Stored data entries
┄┄┄┄┄┄

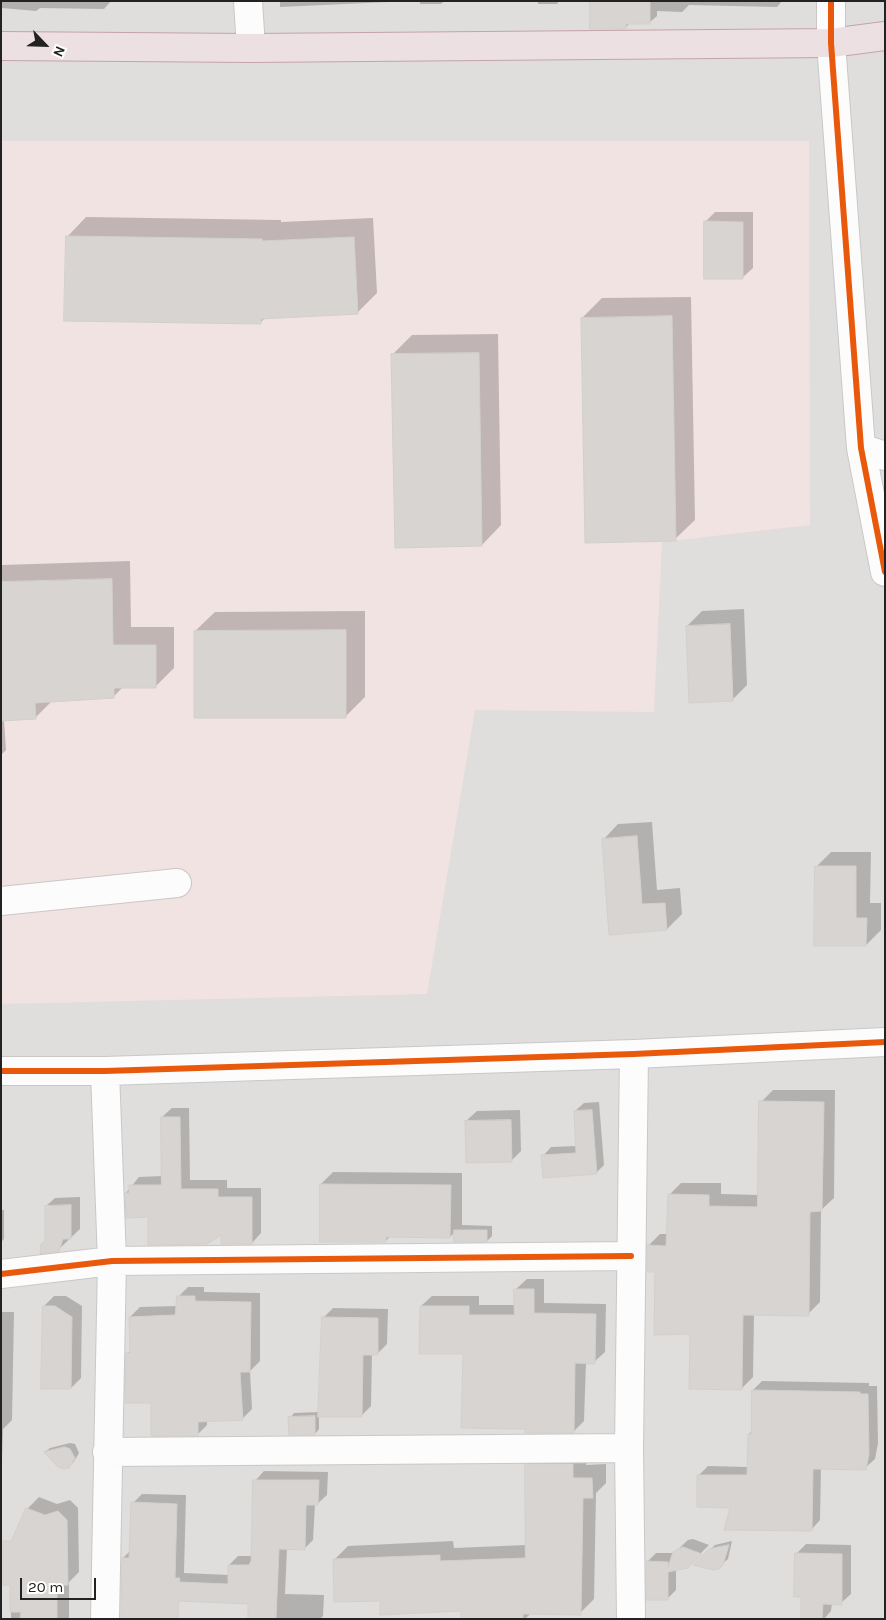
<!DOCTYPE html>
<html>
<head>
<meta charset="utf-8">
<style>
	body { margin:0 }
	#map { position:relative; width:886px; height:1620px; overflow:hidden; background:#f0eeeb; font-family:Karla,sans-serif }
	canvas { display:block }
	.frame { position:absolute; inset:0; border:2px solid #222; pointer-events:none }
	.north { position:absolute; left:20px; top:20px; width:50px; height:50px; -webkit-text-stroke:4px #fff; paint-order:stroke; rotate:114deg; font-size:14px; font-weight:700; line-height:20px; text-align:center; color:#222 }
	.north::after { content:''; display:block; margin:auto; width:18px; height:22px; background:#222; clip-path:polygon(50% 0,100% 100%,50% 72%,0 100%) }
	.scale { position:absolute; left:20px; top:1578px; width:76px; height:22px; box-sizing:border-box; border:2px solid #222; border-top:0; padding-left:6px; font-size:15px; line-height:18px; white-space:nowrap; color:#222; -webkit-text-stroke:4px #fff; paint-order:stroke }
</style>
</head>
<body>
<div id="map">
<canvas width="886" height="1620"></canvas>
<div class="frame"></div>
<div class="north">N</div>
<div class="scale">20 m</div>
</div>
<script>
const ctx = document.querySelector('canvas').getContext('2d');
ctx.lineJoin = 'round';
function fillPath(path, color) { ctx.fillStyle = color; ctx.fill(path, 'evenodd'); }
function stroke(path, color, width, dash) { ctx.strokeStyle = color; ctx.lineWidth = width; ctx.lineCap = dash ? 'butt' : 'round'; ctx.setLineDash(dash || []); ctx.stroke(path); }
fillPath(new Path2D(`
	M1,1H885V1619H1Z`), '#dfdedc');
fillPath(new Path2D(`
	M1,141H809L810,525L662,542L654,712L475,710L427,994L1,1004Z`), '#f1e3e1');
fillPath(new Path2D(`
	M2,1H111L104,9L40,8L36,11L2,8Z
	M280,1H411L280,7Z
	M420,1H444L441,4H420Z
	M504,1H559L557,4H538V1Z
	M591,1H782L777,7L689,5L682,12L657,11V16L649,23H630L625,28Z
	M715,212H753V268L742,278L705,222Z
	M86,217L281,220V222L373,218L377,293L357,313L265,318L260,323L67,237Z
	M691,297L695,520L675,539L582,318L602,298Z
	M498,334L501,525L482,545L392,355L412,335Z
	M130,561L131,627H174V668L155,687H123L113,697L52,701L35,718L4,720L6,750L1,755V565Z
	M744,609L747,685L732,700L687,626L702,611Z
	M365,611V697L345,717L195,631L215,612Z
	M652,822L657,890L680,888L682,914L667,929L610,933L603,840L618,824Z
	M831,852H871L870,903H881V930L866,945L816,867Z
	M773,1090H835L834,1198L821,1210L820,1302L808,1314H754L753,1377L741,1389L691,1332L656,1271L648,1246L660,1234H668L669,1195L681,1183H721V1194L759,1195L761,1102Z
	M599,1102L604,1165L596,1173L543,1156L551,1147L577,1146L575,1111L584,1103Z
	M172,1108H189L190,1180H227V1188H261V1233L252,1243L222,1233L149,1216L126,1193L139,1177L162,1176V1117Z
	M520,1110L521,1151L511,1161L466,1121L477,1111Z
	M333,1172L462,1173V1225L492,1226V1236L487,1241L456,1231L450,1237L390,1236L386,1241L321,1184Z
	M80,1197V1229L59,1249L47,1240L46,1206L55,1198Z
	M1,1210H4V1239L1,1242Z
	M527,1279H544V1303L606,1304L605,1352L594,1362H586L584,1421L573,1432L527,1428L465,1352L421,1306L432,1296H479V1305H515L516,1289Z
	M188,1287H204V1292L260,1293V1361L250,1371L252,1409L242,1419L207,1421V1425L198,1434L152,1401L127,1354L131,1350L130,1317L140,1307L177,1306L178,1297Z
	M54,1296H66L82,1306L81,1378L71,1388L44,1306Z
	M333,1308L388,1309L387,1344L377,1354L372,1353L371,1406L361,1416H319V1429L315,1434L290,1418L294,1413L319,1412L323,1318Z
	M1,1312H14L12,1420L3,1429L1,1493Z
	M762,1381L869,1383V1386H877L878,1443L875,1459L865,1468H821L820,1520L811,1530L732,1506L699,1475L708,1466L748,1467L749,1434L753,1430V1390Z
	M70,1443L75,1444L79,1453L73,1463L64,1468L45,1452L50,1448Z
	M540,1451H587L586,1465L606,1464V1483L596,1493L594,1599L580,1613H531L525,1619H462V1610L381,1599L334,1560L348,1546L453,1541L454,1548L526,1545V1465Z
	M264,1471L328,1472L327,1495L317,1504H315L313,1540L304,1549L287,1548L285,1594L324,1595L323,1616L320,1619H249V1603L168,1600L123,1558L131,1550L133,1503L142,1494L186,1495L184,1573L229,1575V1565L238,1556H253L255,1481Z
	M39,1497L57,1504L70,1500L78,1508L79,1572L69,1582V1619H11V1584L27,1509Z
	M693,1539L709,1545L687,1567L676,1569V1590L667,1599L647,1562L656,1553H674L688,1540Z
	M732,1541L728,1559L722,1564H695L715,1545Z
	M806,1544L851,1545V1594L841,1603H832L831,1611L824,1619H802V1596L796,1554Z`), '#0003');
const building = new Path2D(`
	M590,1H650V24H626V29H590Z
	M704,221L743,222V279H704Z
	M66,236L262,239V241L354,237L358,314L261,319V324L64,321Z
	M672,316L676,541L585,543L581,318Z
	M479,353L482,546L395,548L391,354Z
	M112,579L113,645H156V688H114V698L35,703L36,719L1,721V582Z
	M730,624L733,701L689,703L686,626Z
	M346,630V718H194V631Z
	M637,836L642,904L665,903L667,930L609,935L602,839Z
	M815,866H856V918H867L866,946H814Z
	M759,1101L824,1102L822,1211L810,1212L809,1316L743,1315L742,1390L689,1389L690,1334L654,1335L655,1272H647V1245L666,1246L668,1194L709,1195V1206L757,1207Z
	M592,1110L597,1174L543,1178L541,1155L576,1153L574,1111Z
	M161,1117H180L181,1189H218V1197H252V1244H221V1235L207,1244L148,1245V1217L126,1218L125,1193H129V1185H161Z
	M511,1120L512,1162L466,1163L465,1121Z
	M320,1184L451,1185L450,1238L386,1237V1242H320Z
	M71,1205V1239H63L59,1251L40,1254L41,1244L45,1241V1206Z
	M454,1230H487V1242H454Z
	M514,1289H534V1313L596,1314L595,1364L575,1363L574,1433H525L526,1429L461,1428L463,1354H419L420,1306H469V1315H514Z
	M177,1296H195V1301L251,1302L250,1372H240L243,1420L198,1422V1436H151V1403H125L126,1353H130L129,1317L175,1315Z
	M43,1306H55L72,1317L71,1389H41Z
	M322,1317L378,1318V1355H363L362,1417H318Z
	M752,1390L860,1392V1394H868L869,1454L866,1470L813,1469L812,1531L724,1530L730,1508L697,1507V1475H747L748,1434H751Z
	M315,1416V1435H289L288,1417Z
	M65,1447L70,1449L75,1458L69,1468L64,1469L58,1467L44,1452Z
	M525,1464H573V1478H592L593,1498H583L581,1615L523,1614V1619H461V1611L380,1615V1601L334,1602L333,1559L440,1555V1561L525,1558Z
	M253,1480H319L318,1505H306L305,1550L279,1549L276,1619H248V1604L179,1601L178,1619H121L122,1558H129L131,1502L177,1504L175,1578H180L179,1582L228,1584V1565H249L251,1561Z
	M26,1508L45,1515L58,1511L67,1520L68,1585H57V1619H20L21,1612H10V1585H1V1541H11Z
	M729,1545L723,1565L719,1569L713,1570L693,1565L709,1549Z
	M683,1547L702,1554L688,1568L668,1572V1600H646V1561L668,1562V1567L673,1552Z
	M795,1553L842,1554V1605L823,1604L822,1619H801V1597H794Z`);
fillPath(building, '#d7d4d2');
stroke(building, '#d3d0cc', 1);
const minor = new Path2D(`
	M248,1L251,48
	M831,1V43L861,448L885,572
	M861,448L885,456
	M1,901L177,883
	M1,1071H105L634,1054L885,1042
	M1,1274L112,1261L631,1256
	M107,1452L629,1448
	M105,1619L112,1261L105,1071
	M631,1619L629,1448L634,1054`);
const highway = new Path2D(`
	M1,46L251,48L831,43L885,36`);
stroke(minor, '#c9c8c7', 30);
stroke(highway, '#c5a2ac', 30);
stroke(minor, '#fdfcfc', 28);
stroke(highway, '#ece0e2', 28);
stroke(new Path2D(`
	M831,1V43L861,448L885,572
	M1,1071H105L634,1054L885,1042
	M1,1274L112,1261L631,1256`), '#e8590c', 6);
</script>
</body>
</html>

┄┄┄┄┄┄

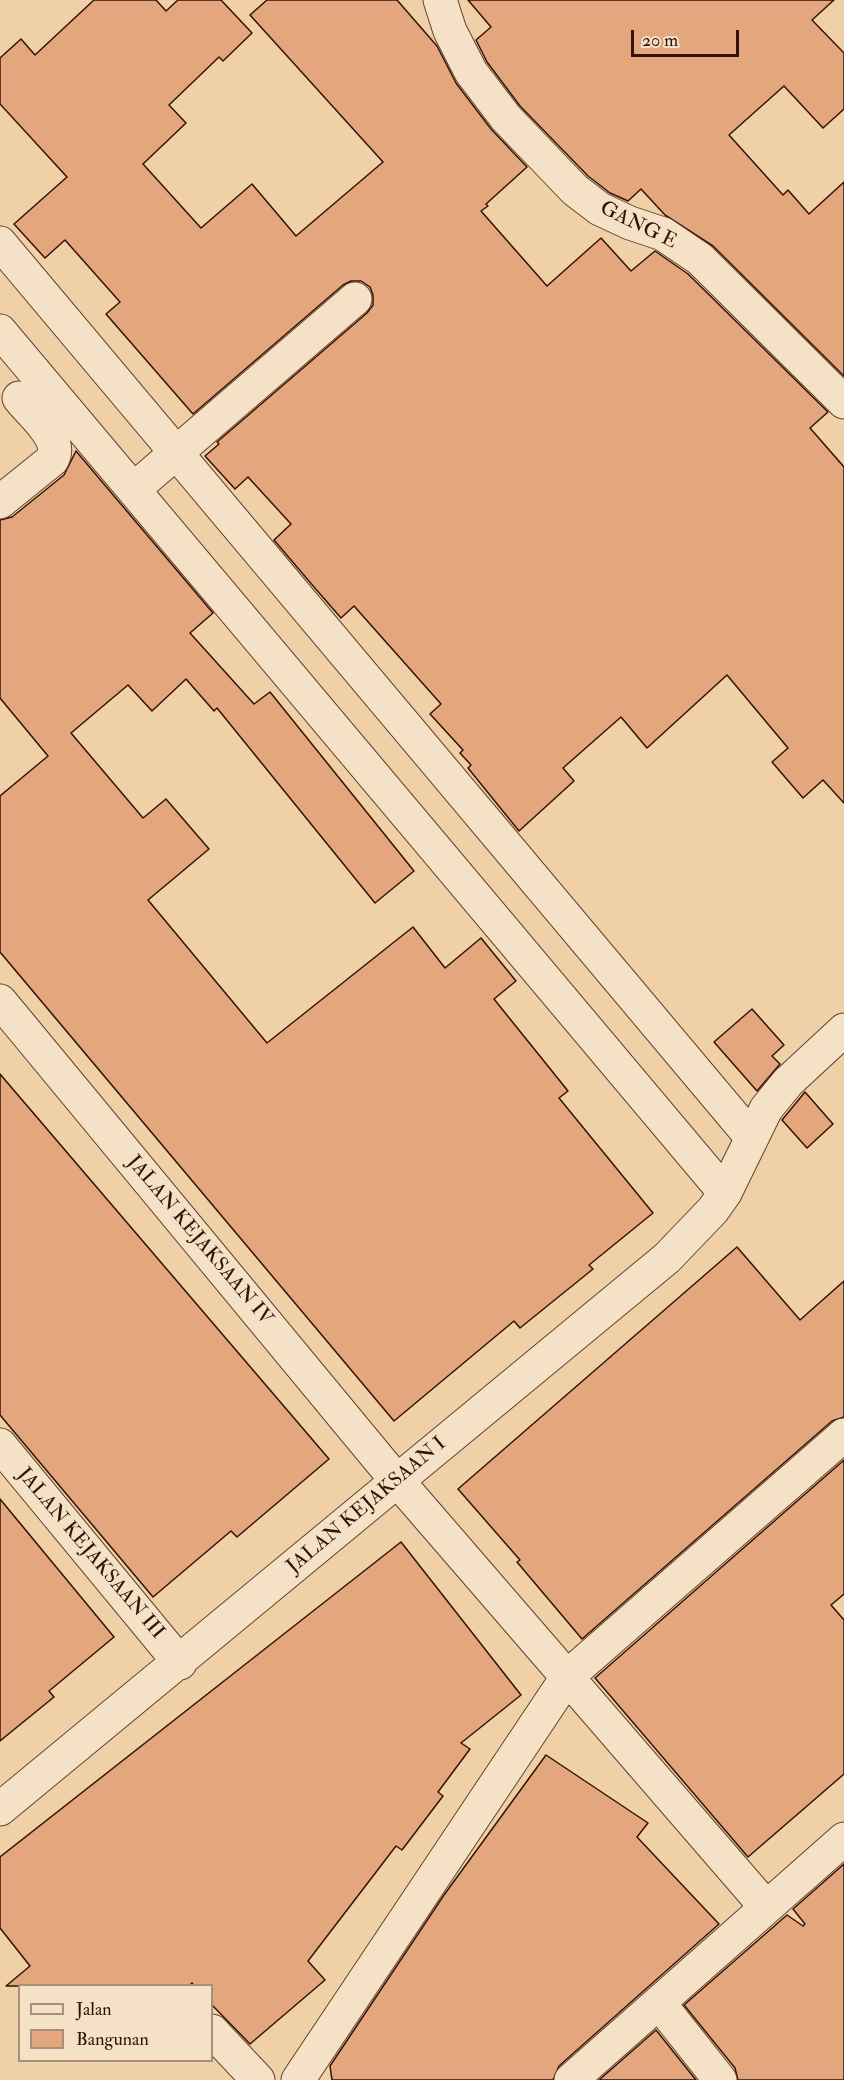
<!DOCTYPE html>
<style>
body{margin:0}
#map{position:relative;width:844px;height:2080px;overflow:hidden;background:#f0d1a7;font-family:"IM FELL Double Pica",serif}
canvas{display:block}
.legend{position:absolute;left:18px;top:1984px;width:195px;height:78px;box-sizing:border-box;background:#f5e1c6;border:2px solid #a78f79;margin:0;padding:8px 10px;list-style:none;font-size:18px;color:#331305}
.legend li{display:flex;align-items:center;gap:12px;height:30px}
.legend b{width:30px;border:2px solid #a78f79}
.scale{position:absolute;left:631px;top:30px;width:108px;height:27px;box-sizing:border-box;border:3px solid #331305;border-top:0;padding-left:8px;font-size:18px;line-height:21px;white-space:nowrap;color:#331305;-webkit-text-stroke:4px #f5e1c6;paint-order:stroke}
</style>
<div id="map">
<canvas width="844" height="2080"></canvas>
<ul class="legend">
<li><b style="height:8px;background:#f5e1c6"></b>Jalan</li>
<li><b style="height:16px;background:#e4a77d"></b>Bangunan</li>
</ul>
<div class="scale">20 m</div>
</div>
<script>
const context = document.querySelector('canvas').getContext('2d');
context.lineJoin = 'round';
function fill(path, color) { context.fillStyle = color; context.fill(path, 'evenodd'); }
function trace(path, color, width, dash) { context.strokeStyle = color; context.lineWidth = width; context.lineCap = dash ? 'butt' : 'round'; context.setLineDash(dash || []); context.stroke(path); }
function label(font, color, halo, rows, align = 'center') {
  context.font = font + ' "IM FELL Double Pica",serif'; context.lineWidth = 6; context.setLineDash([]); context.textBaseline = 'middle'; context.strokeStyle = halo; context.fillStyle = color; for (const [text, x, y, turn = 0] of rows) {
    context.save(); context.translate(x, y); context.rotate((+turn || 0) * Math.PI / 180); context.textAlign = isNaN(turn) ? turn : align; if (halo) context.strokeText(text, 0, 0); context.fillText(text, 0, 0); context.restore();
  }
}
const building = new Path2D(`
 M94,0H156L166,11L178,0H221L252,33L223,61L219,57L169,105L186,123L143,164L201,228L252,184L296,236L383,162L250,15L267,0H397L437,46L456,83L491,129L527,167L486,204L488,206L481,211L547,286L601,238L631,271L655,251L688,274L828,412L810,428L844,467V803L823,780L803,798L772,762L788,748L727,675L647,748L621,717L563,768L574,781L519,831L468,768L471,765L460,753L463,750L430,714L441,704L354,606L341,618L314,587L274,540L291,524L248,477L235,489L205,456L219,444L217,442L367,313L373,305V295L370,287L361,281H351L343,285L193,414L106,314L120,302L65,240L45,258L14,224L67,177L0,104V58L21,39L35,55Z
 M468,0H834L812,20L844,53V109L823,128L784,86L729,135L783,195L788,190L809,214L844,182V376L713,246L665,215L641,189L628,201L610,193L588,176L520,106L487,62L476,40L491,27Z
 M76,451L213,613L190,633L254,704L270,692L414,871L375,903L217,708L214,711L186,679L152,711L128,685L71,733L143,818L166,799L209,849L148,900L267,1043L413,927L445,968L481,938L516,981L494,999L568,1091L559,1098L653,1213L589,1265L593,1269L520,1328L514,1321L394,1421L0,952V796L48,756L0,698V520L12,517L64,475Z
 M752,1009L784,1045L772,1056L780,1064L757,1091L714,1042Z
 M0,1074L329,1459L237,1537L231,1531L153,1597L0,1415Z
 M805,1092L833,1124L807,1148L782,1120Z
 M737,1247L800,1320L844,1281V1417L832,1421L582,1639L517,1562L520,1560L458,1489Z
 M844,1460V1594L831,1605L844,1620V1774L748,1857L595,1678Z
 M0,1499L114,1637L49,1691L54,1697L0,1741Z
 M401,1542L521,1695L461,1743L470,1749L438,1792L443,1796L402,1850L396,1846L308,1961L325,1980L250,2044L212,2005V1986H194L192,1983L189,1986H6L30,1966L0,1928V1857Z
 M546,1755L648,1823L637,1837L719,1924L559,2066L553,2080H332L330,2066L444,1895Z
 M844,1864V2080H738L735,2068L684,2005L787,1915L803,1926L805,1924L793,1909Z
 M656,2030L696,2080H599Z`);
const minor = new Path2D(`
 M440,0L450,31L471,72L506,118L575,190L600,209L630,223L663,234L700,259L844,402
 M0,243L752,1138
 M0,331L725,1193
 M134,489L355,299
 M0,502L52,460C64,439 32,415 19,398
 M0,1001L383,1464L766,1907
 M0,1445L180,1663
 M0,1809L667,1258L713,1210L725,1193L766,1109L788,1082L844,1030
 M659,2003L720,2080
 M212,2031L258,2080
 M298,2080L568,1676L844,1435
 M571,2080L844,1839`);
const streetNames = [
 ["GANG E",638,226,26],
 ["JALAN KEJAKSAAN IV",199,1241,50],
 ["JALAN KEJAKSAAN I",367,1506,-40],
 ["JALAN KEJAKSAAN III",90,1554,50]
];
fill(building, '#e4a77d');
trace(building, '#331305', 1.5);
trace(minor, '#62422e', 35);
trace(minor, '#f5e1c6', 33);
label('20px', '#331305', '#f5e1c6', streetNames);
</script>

┄┄┄┄┄┄

Exercise objective
Give back exactly the lines above, from the line containing "context = document.querySelector('canvas').getContext('2d');" through the line containing "context.font = font", with both end lines and nothing more.

Output of the task
const context = document.querySelector('canvas').getContext('2d');
context.lineJoin = 'round';
function fill(path, color) { context.fillStyle = color; context.fill(path, 'evenodd'); }
function trace(path, color, width, dash) { context.strokeStyle = color; context.lineWidth = width; context.lineCap = dash ? 'butt' : 'round'; context.setLineDash(dash || []); context.stroke(path); }
function label(font, color, halo, rows, align = 'center') {
  context.font = font + ' "IM FELL Double Pica",serif'; context.lineWidth = 6; context.setLineDash([]); context.textBaseline = 'middle'; context.strokeStyle = halo; context.fillStyle = color; for (const [text, x, y, turn = 0] of rows) {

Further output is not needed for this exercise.